Methods	Learning Progress Signal	hyperparameters
Uncertainty Weighting	Homoscedastic Uncertainty	No hyperparameters
GradNorm	Training loss ratio	1 exponential weighting factor
Dynamic Task Prioritization	KPI	1 focal loss scaling factor

Key ideas

The tedious grid search of hyperparameter can be efficient searched though a single parameter $\alpha$ to exponentially adjust the relative inverse training rate $r(t)$.
Algorithm:
- Pick the gradient last layer of the backbone to monitor
- Get L2 norm of the feat for a task
- Get task average of L2 norm for a particular time
- The weights are not adjusted directly according to the progress but rather updated according to a GradNorm loss $\text{L}_{grad} = \sum_{task}|G(t) - \bar{G}(t) \times [r(t)]^\alpha|$ the weights are renormalized to be 1 to ensure smooth training.

Technical details

using static weight to retrain the model from scratch.
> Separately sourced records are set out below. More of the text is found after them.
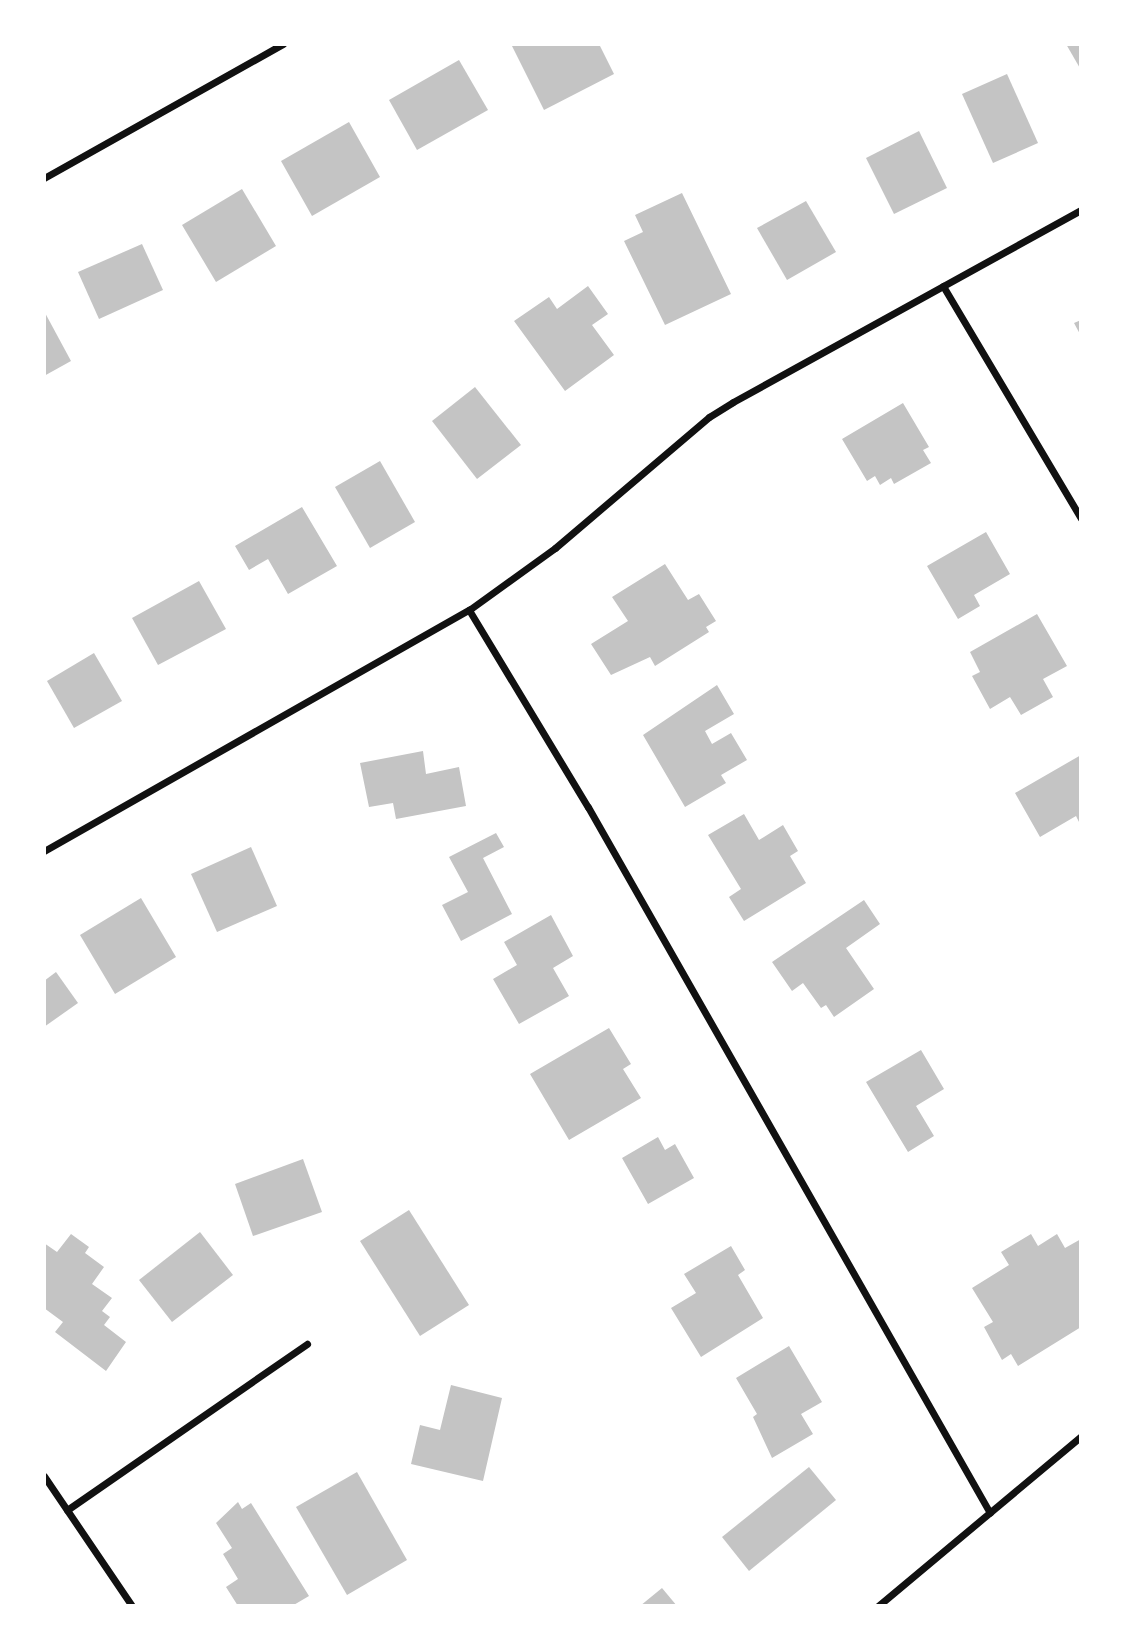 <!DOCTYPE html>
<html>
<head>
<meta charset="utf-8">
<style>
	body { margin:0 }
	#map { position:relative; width:1125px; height:1650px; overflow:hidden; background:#fff; font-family:Commissioner,sans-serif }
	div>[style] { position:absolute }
	.building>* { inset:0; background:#c4c4c4 }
	.minor>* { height:7px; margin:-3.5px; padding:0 3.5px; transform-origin:3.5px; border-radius:3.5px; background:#111 }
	span { translate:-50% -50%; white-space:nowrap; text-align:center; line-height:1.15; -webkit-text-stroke:7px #fff; paint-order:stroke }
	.frame { position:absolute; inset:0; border:46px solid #fff; pointer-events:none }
</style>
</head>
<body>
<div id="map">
	<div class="building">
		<div style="clip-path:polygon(511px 44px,599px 44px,614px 74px,544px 110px)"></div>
		<div style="clip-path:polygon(1066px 44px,1081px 44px,1081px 70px)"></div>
		<div style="clip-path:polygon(459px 60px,488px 110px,417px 150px,389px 100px)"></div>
		<div style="clip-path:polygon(1007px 74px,1038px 143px,993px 163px,962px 94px)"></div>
		<div style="clip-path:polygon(349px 122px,380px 177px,312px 216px,281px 161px)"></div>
		<div style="clip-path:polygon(919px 131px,947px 188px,894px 214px,866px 158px)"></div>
		<div style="clip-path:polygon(242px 189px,276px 246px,216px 282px,182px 225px)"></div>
		<div style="clip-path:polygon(682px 193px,731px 294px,665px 325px,624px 241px,643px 232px,635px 215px)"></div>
		<div style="clip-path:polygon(806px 201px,836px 252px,787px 280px,757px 228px)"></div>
		<div style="clip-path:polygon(142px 244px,163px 290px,99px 319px,78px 272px)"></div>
		<div style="clip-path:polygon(588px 286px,608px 314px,592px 325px,614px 355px,565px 391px,514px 321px,549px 297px,557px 309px)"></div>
		<div style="clip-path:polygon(44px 311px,71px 361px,44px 376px)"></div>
		<div style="clip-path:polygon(1081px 320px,1081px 336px,1074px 323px)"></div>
		<div style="clip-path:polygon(475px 387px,521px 445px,477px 479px,432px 421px)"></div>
		<div style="clip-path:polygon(903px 403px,929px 447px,923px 450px,931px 463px,894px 484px,891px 478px,880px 485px,875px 476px,867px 481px,842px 439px)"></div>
		<div style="clip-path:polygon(380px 461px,415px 522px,370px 548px,335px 487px)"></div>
		<div style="clip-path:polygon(302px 507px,337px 566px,288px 594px,268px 559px,249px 570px,235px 546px)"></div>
		<div style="clip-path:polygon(986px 532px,1010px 574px,974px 595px,980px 606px,958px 619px,927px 566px)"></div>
		<div style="clip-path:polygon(665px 564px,688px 600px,699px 594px,716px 621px,706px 627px,709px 632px,655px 666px,650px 657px,611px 675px,591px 644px,628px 621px,612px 597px)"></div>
		<div style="clip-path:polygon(199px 581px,226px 629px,158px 665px,132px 618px)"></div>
		<div style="clip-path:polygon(1037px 614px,1067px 666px,1043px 679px,1053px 697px,1021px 715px,1010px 697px,990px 709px,972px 676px,980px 672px,970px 652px)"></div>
		<div style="clip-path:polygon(94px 653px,122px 701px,74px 728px,47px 681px)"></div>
		<div style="clip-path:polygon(717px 685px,734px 714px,705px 731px,712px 744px,731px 733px,747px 760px,721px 775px,726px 783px,685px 807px,643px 735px)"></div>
		<div style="clip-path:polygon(423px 751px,426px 774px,459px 767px,466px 806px,396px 819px,393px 803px,369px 807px,360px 763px)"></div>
		<div style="clip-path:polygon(1081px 755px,1081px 826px,1076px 816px,1040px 837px,1015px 793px)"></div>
		<div style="clip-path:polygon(744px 814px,759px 840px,783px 825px,798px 851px,790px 856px,806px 883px,744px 921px,729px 897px,741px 889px,708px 835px)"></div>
		<div style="clip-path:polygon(496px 833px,504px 847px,483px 858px,512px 914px,461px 941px,442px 905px,468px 892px,449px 857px)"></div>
		<div style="clip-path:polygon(251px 847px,277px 906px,217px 932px,191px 874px)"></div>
		<div style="clip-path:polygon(141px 898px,176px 957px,115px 994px,80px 935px)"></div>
		<div style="clip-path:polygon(864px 900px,880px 924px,846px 948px,874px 989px,834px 1017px,826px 1005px,821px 1008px,803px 983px,792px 991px,772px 962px)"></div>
		<div style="clip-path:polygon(551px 915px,573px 956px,553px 968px,569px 996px,519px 1024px,493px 979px,517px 965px,504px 942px)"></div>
		<div style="clip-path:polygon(56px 972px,78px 1003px,44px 1027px,44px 981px)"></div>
		<div style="clip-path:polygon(609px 1028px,631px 1064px,623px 1069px,641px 1098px,569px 1140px,530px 1074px)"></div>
		<div style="clip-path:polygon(921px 1050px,944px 1089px,916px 1106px,934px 1136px,908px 1152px,866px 1082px)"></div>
		<div style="clip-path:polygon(658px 1137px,665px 1150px,675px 1144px,694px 1178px,648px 1204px,622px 1158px)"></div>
		<div style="clip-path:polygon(303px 1159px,322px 1212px,253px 1236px,235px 1184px)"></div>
		<div style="clip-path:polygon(409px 1210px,469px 1305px,420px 1336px,360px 1241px)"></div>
		<div style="clip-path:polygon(200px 1232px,233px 1275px,172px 1322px,139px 1280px)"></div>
		<div style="clip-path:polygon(71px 1234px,89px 1247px,85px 1253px,104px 1267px,92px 1284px,112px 1298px,102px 1311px,110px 1317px,104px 1325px,126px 1342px,106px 1371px,55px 1332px,63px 1322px,44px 1308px,44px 1243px,57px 1252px)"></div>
		<div style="clip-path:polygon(1031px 1234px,1038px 1246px,1057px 1234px,1065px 1248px,1081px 1239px,1081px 1327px,1018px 1366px,1011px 1354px,1002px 1360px,984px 1327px,993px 1322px,972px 1288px,1009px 1265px,1001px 1252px)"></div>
		<div style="clip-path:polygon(731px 1246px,745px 1270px,738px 1275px,763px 1318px,701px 1357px,671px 1308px,696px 1293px,684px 1274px)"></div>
		<div style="clip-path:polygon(789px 1346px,822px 1402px,801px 1414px,813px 1434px,772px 1458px,753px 1417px,757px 1414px,736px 1378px)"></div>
		<div style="clip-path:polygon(451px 1385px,502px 1398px,483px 1481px,411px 1464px,420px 1425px,440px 1430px)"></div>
		<div style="clip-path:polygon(809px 1467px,836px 1500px,749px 1571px,722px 1537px)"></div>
		<div style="clip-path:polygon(357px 1472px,407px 1560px,347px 1595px,296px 1507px)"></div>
		<div style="clip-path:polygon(238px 1502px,242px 1509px,251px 1503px,309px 1596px,292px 1606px,238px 1606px,226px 1587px,238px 1579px,223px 1554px,232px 1548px,216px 1523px)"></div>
		<div style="clip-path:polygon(662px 1588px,677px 1606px,640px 1606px)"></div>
	</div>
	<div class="minor">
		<div style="left:44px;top:178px;width:274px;rotate:-29.3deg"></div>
		<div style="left:943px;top:286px;width:270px;rotate:59.3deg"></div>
		<div style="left:469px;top:610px;width:230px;rotate:58.9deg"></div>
		<div style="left:588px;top:807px;width:812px;rotate:60.34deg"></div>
		<div style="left:44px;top:851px;width:489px;rotate:-29.6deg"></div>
		<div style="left:469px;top:610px;width:106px;rotate:-35.8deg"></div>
		<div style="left:555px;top:548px;width:202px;rotate:-40.4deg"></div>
		<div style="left:709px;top:417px;width:28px;rotate:-32deg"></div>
		<div style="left:733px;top:402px;width:397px;rotate:-28.9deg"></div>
		<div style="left:44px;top:1476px;width:157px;rotate:55.9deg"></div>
		<div style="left:67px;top:1510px;width:292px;rotate:-34.7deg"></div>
		<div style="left:878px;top:1606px;width:265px;rotate:-39.9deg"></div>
	</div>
	<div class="frame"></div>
</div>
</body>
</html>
These values lie closely with the optimal grid-searched weights.
The asymmetry parameter $\alpha$ controls how different the weight can be for diff tasks. The overall performance is relatively insensitive to the chance in $\alpha \in (0, 3)$. (0 means average weight).

Notes

ipython notebook Demo on github.
Uncertainty weighting uses 1/L to adjust weight. –> this usually leads to weight too large too quickly, without normalization constraints (this seems not to be the case?)